Travelling near the speed of light, will radar give me sufficient warning of approaching debris?

If I’m travelling in space near the speed of light, I would like to use radar to give me advance warning of approaching hazards. However, will I have enough time to be able to react?

From a perspective on the spaceship, the radar beam travels away from me at the speed of light, so I might imagine that I would have ample warning of an object positioned at rest one light-hour away. However, observed from a position of rest, the radar beam is just slowly pulling away ahead of the spaceship, and the radar pulse would arrive at the obstruction only shortly before the spaceship.

I suspect therefore that I would not have enough time to react, but can someone shed some light on this for me please?

• think about it this way: your resting spaceship is subject to a debris storm with near-speed-of-light velocity. – Bort Jul 29 '15 at 11:51
• So I would not have enough notice, because the returning pulse would arrive shortly before the debris, but would "claim" that the debris was 30 minutes out? – Richard Corfield Jul 29 '15 at 11:54
• The distance to the object of interest is different in the two frames. In your frame, the object is much closer than in the global frame, so although your radar signal travels at the speed of light in your frame as well, the distance to the object may be too small for you to react. – pela Jul 29 '15 at 12:11

From a perspective on the spaceship, the radar beam travels away from me at the speed of light, so I might imagine that I would have ample warning of an object positioned at rest one light-hour away.

One light-hour away in which frame? If that one light-hour away is from the perspective of the rest frame of that object, you don't have much time at all. From your perspective, that one light-hour is length contracted to 508 light-seconds. You have five seconds to react before the object hits you at 0.99 c.

You also need to be able to know if the object is going to hit the spaceship and, if it is, which way the spaceship should move to avoid it. You need to assess the trajectory of the object. You aren't going to get this with one ping. This takes multiple pings, and time. Suppose it takes 20 seconds total to determine the trajectory and get out of the way. You need to multiply 20 seconds by 99 because the object is coming toward you at 0.99 c. That's 2000 light seconds, more or less, or about four astronomical units.

Note well:

• That 20 seconds is a very generous supposition. It currently takes hours of sightings to develop a reasonably accurate estimate of the trajectory of a hitherto unknown near-Earth object, and that's using multiple radars spaced continents apart.
• A one centimeter radius rock with a density of 3.6 grams/cc hitting you at 0.99 c is equivalent to 100 Fat Man nuclear bombs, all going off at once.
• You are looking for objects smaller than a centimeter across, 4 AUs away.
• That 4 AUs is in your frame. In the rest frame of the objects that you are about to hit, that's a distance of about 28 AUs, or roughly the distance between the Sun and Neptune.
• There are lots of sub-centimeter sized objects between Neptune and the Sun.

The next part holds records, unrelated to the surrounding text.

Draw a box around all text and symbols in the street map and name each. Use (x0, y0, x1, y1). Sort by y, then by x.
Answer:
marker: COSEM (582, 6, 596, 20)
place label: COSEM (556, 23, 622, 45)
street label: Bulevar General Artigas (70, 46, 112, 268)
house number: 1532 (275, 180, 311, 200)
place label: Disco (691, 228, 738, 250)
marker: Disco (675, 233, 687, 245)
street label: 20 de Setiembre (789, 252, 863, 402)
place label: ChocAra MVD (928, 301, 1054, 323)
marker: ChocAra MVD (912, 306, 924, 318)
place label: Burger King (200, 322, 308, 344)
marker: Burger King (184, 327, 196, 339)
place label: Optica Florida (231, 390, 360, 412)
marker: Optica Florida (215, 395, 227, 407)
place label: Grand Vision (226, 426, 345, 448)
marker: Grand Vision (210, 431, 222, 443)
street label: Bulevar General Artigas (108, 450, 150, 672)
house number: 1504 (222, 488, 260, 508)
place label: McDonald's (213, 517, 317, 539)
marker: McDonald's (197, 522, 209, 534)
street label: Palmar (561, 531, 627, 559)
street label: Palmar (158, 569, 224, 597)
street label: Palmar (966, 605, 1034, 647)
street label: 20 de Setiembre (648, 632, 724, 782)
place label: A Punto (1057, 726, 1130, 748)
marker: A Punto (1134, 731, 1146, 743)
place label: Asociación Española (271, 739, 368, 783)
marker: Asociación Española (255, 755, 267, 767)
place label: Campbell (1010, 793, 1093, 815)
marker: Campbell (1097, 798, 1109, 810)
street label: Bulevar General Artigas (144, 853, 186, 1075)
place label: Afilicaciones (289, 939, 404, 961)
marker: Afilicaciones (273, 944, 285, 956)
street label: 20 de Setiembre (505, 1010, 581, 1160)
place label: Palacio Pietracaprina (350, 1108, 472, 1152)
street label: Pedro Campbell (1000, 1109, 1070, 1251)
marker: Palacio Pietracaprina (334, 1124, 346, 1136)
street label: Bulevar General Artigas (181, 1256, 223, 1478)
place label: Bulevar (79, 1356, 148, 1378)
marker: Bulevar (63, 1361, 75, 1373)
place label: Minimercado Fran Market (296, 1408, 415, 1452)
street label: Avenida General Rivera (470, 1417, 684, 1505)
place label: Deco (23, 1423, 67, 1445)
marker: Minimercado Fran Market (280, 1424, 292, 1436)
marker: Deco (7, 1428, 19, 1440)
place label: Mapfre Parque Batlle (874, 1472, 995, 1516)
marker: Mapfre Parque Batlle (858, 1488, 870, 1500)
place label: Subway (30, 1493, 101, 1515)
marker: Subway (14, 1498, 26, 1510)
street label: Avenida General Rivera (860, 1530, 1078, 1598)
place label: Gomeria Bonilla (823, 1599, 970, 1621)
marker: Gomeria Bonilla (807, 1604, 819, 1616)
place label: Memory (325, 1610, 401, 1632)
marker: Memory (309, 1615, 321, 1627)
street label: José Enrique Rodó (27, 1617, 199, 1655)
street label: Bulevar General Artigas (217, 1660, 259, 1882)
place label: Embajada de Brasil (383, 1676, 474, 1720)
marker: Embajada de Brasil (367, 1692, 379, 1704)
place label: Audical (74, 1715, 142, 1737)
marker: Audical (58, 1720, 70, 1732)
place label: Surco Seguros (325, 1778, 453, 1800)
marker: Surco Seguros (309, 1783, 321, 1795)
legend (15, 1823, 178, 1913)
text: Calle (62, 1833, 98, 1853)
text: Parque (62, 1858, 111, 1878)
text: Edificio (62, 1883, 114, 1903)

Per Bort's comment, this is easier to think about from the spaceship's frame rather than the debris's frame. A rock is traveling toward your spaceship at .99 times the speed of light. You send out a pulse of light that intercepts the rock when it's one light-minute away from the ship. The pulse bounces back and arrives at the ship 1 minute later. The rock arrives another $1/.99-1\approx .01$ minutes after that. That's how much warning you get.

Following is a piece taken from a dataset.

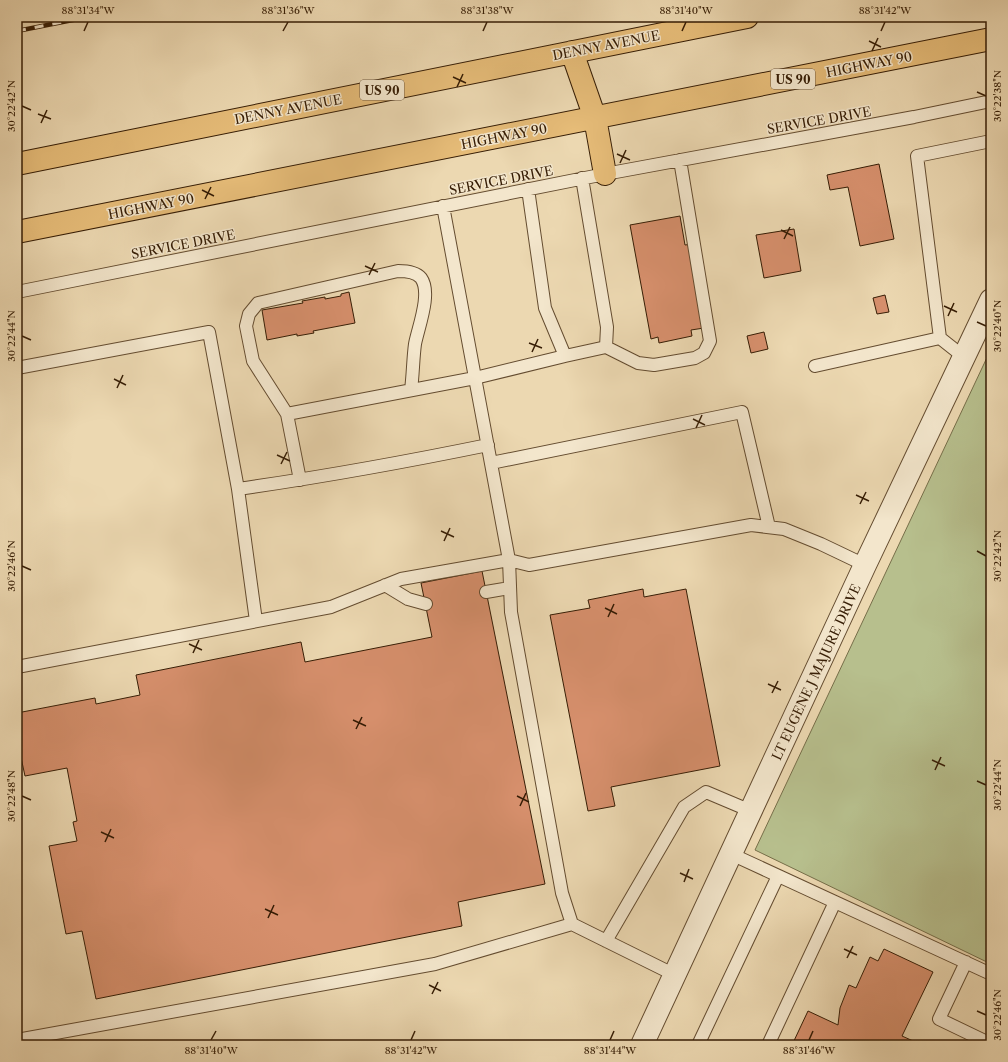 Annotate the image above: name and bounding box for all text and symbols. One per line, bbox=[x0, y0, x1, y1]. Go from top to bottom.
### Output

• Ok, this might be a question about how radar works, but would you know that you had 0.01 minute (by knowing the approaching speed by doppler shift?) or would you think you had the full minute to react? – Richard Corfield Jul 29 '15 at 15:22
• @rdc: If you know the speed of the rocks, you know how long you have to react. If not, not. – WillO Jul 29 '15 at 16:55
• Doppler will only give you range rate (radial component of velocity). You also have to assess the transverse component to determine if the rock is going to hit you. Moving the spacecraft into the path of a rock moving at 0.99 c is a bad idea. – David Hammen Jul 29 '15 at 17:36
• @DavidHammen I think we're fundamentally assuming here that the rocks were "stationary" when the spaceship was at speed 0. In other words, the only real velocity the rocks have is relative to the spaceship. – barrycarter Mar 17 '16 at 3:28
• @barrycarter -- There is no such thing as absolute velocity. Everything is relative. From the perspective of the spacecraft, the spacecraft isn't moving. From this perspective, it's the rocks that are moving, and doing so at 0.99 c. – David Hammen Mar 17 '16 at 12:51

Even though the radar signal may come back at the speed of light at any frame, it would require an enormous distance for you to react to any resting object. If your computer could re-calculate the routes in $\frac{1}{c} \textrm{ s}$ (s.i system) it would take you at least $1\textrm{ m}$ to have enough space to manouver, since the best computer operates with speeds in the order of $10^{-3}\textrm{s}$ (being optimistic) you would need at least about $10^5 \textrm{ m}$ to manouver. If you consider that in your frame there is the space contraction, your situation would be even worse.